XML parsing

../../_images/33888714601_a1f7d020a2_k_d.jpg

untangle

untangle is a simple library which takes an XML document and returns a Python object which mirrors the nodes and attributes in its structure.

For example, an XML file like this:

<?xml version="1.0"?>
<root>
    <child name="child1">
</root>

can be loaded like this:

import untangle
obj = untangle.parse('path/to/file.xml')

and then you can get the child element’s name attribute like this:

obj.root.child['name']

untangle also supports loading XML from a string or a URL.

xmltodict

xmltodict is another simple library that aims at making XML feel like working with JSON.

An XML file like this:

<mydocument has="an attribute">
  <and>
    <many>elements</many>
    <many>more elements</many>
  </and>
  <plus a="complex">
    element as well
  </plus>
</mydocument>

can be loaded into a Python dict like this:

import xmltodict

with open('path/to/file.xml') as fd:
    doc = xmltodict.parse(fd.read())

and then you can access elements, attributes, and values like this:

doc['mydocument']['@has'] # == u'an attribute'
doc['mydocument']['and']['many'] # == [u'elements', u'more elements']
doc['mydocument']['plus']['@a'] # == u'complex'
doc['mydocument']['plus']['#text'] # == u'element as well'

xmltodict also lets you roundtrip back to XML with the unparse function, has a streaming mode suitable for handling files that don’t fit in memory, and supports XML namespaces.

xmlschema

xmlschema provides support for using XSD-Schemas in Python.

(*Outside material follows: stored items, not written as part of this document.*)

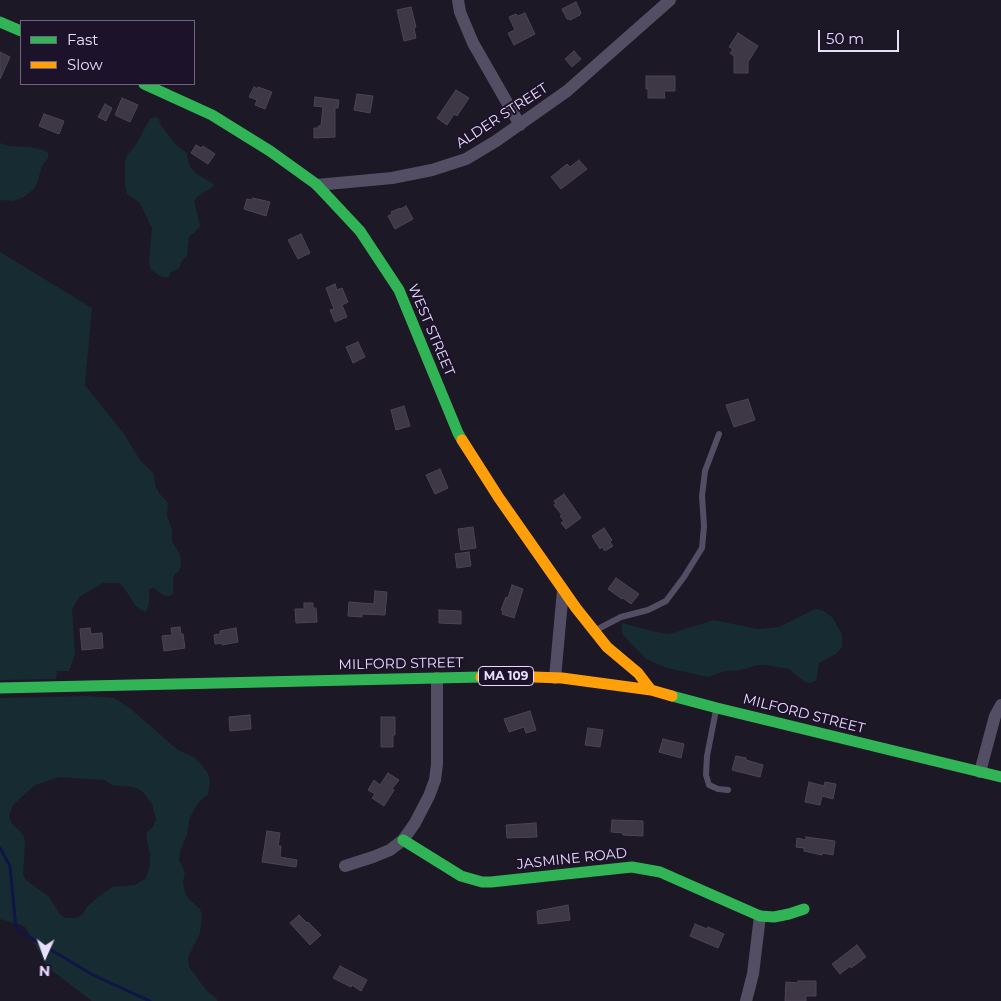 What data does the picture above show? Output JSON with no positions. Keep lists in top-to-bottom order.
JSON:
{
  "streets": {
    "street": [
      "ALDER STREET",
      "WEST STREET",
      "MILFORD STREET",
      "MA 109",
      "JASMINE ROAD"
    ]
  },
  "crossings": [
    ["ALDER STREET", "WEST STREET"],
    ["WEST STREET", "MILFORD STREET"]
  ],
  "legend": ["Fast", "Slow"],
  "scale_bar": "50 m",
  "north": "bottom"
} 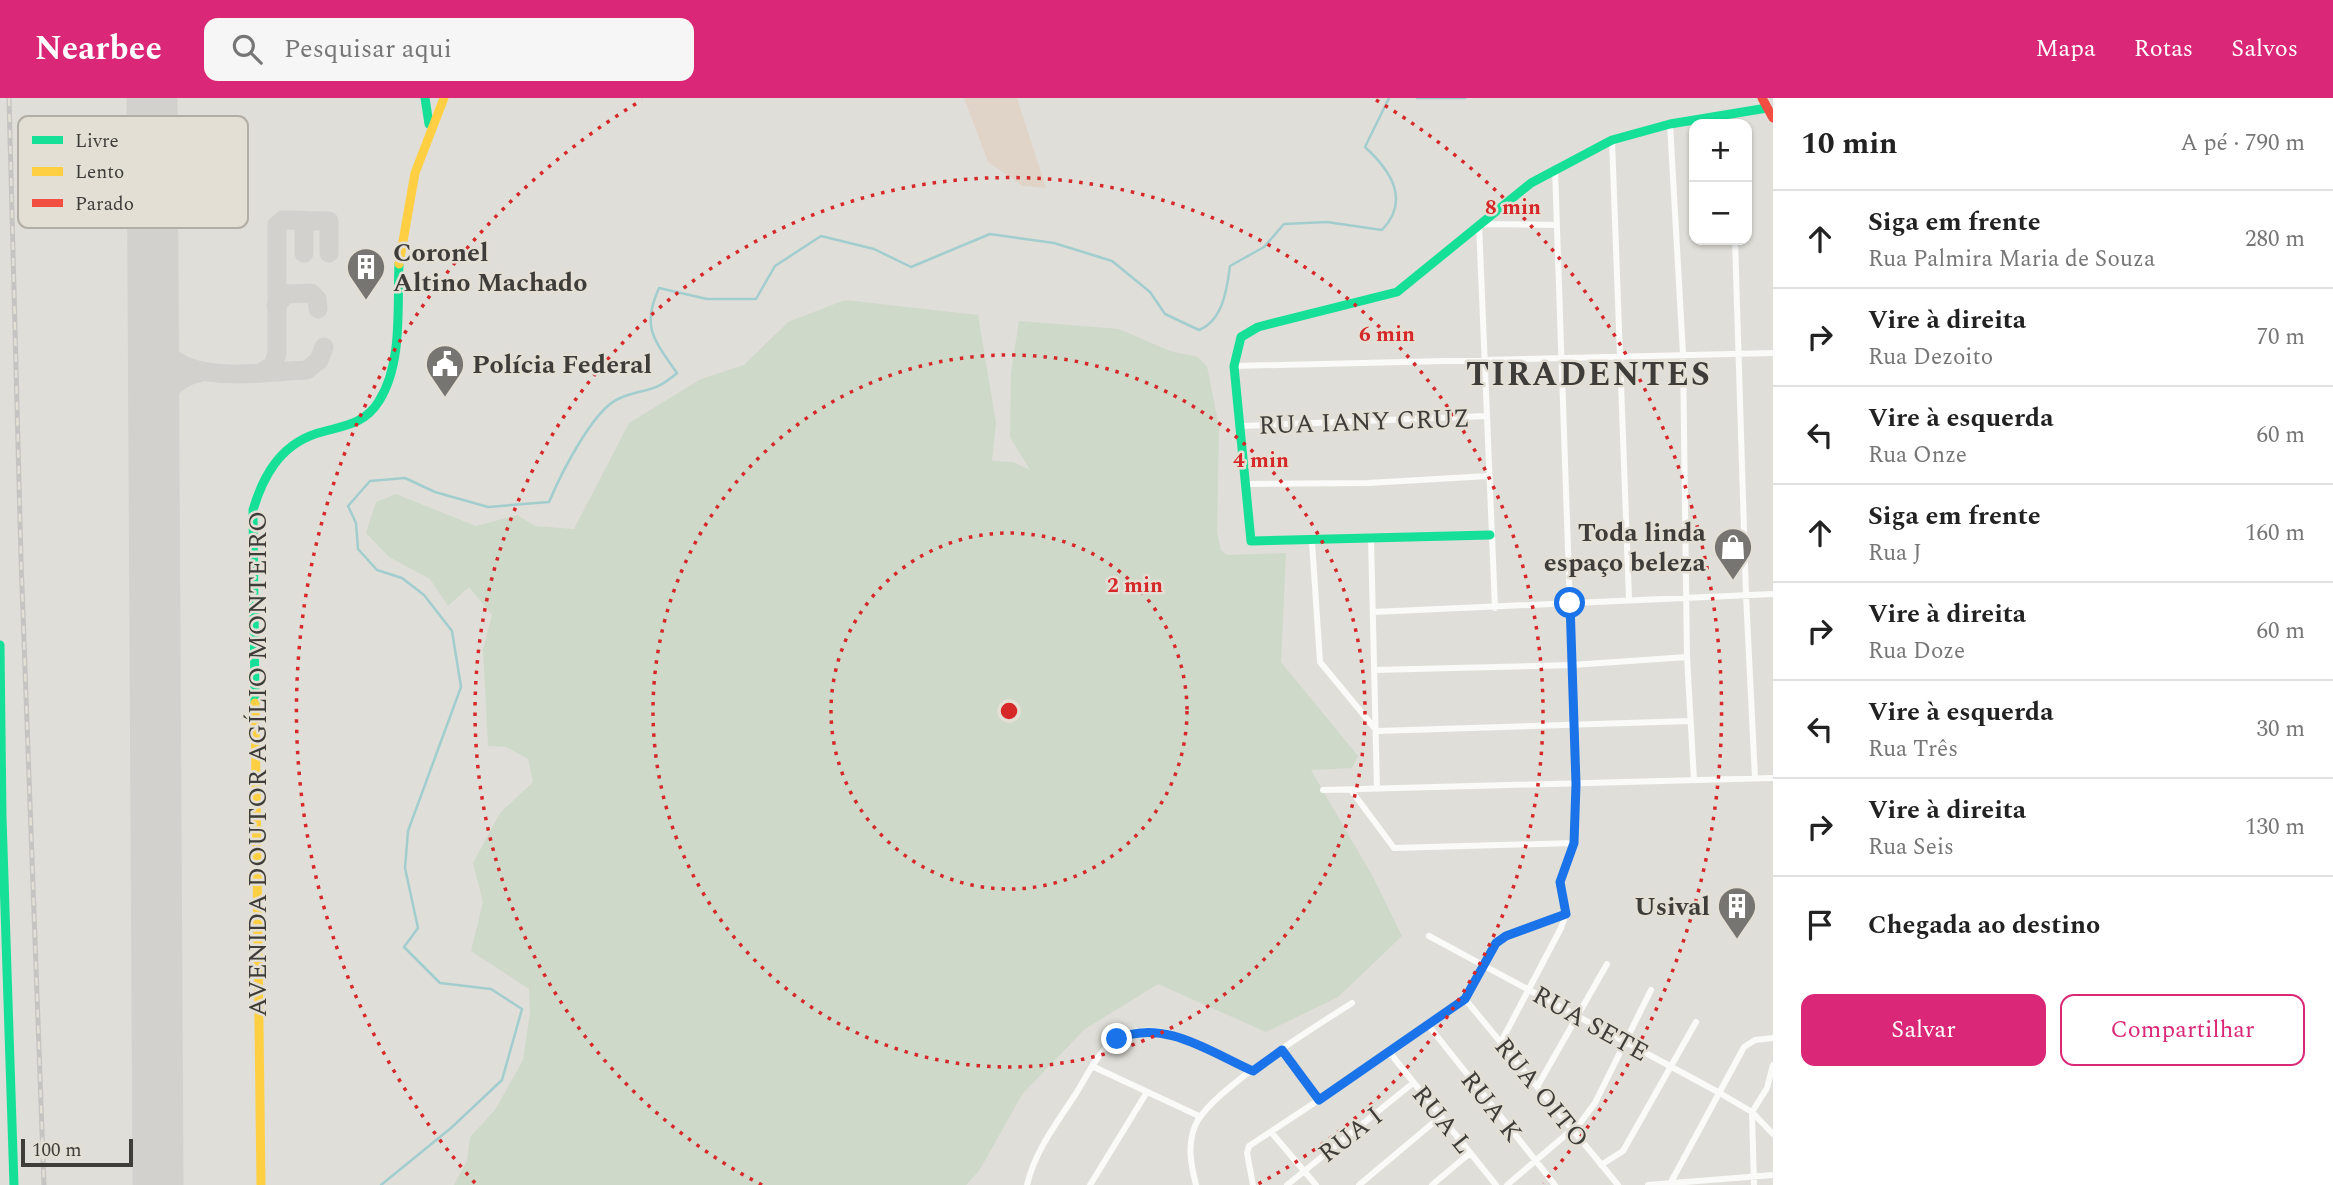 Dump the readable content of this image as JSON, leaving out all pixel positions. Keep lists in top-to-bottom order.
{
  "streets": {
    "street": [
      "RUA IANY CRUZ",
      "AVENIDA DOUTOR AGÍLIO MONTEIRO",
      "RUA SETE",
      "RUA OITO",
      "RUA K",
      "RUA L",
      "RUA I"
    ]
  },
  "crossings": [
    ["RUA L", "RUA I"]
  ],
  "districts": ["TIRADENTES"],
  "places": {
    "building": ["Coronel Altino Machado", "Usival"],
    "public building": ["Polícia Federal"],
    "shop": ["Toda linda espaço beleza"]
  },
  "legend": ["Livre", "Lento", "Parado"],
  "scale_bar": "100 m",
  "page": {
    "header": "Nearbee",
    "search": "Pesquisar aqui",
    "nav": ["Mapa", "Rotas", "Salvos"],
    "heading": ["10 min", "A pé · 790 m"],
    "map_buttons": ["+", "−"],
    "list": [
      ["Siga em frente", "Rua Palmira Maria de Souza", "280 m"],
      ["Vire à direita", "Rua Dezoito", "70 m"],
      ["Vire à esquerda", "Rua Onze", "60 m"],
      ["Siga em frente", "Rua J", "160 m"],
      ["Vire à direita", "Rua Doze", "60 m"],
      ["Vire à esquerda", "Rua Três", "30 m"],
      ["Vire à direita", "Rua Seis", "130 m"],
      "Chegada ao destino"
    ],
    "buttons": ["Salvar", "Compartilhar"],
    "scale": "100 m"
  },
  "rings": [
    "8 min",
    "6 min",
    "4 min",
    "2 min"
  ]
}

Unlike other XML libraries, automatic type parsing is available, so f.e. if the schema defines an element to be of type int, the parsed dict will contain also an int value for that element. Moreover the library supports automatic and explicit validation of XML documents against a schema.

from xmlschema import XMLSchema, etree_tostring

# load a XSD schema file
schema = XMLSchema("your_schema.xsd")

# validate against the schema
schema.validate("your_file.xml")

# or
schema.is_valid("your_file.xml")

# decode a file
data = schmema.decode("your_file.xml")

# encode to string
s = etree_tostring(schema.encode(data))